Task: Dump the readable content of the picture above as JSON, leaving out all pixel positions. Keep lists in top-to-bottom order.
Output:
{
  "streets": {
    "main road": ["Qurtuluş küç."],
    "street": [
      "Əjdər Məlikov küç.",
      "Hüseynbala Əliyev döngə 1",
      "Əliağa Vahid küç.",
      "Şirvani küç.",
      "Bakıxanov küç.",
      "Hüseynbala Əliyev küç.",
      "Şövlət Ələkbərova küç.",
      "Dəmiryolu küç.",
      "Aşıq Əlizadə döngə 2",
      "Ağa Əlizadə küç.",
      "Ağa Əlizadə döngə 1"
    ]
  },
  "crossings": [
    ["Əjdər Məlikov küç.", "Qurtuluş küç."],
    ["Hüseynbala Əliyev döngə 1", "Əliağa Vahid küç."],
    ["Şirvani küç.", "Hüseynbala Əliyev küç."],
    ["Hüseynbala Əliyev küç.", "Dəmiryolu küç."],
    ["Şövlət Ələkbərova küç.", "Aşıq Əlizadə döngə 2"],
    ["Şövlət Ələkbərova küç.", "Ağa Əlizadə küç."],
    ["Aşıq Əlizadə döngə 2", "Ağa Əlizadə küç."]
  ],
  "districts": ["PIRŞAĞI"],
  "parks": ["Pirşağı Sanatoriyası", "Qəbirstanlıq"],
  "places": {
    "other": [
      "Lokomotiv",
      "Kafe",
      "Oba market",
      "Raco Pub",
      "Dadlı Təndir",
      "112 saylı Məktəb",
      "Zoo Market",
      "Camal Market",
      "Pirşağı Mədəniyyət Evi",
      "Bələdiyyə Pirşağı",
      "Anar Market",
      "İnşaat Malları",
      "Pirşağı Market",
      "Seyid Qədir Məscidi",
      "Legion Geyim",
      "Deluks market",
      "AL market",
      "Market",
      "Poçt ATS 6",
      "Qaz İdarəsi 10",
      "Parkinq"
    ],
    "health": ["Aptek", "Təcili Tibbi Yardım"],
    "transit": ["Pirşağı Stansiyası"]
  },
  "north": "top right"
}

...

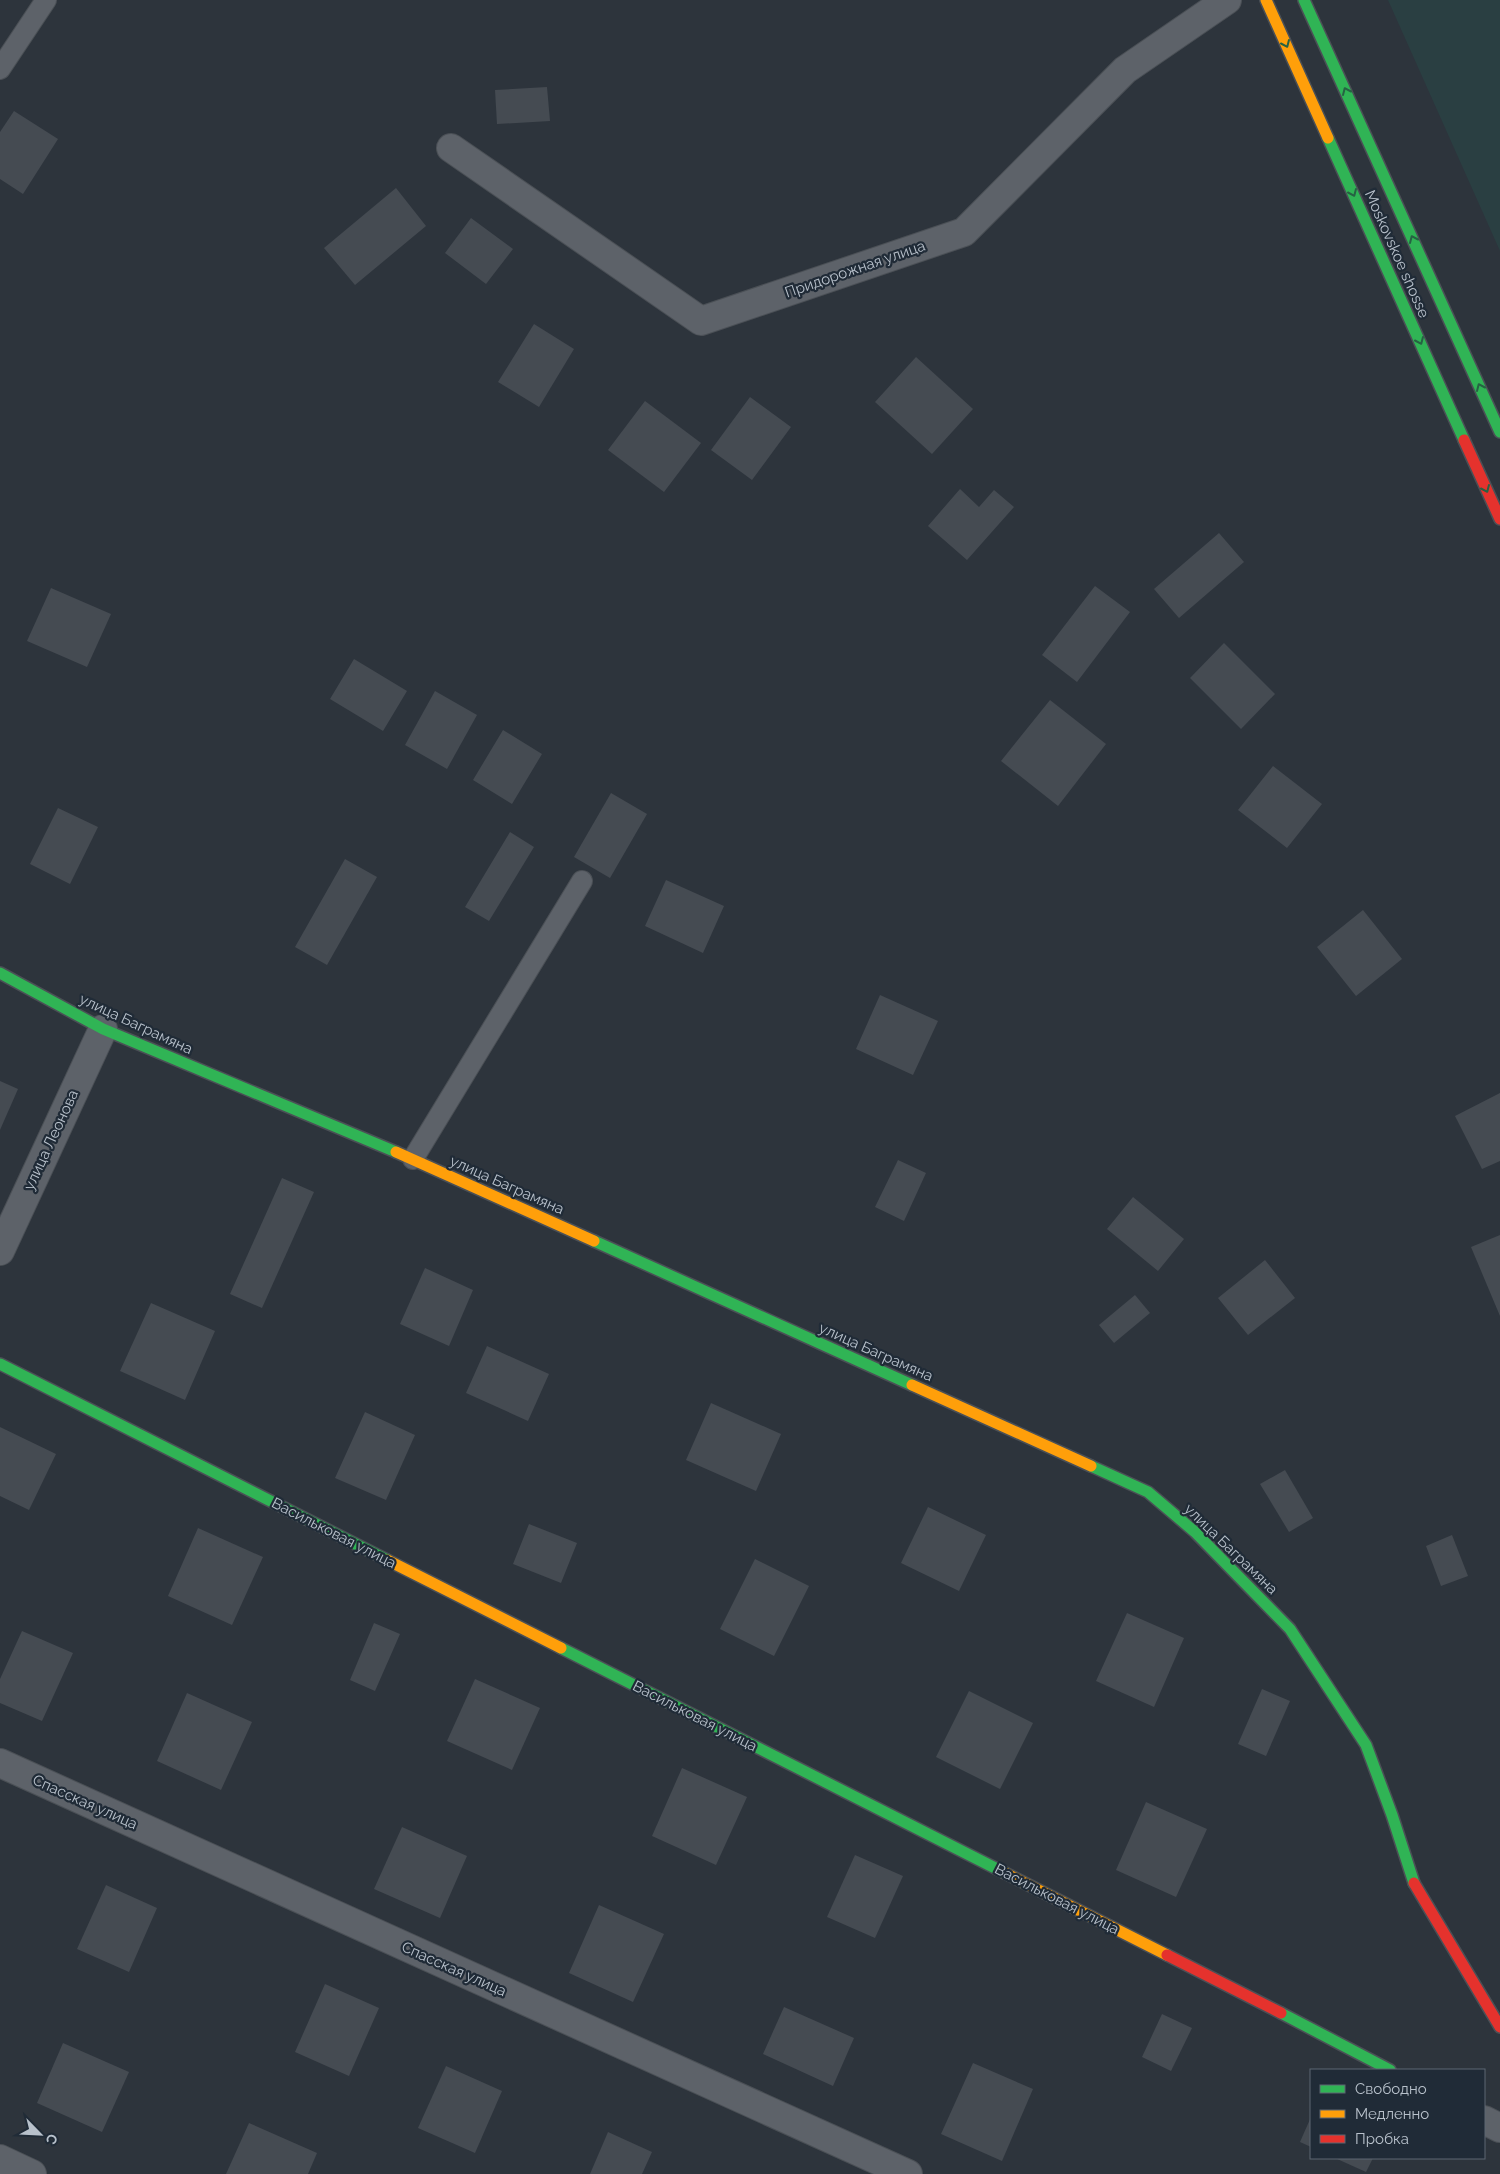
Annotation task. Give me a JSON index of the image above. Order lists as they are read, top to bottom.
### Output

...

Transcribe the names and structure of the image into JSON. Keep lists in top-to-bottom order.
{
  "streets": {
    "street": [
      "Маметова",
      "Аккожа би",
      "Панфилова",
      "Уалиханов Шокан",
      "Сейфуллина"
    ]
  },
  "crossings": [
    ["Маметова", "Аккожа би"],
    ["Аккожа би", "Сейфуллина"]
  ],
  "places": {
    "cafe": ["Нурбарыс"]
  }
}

WORK ORDER:
Gather all lines of the records that include the word "above".

RESPONSE:
Task: Dump the readable content of the picture above as JSON, leaving out all pixel positions. Keep lists in top-to-bottom order.
Annotation task. Give me a JSON index of the image above. Order lists as they are read, top to bottom.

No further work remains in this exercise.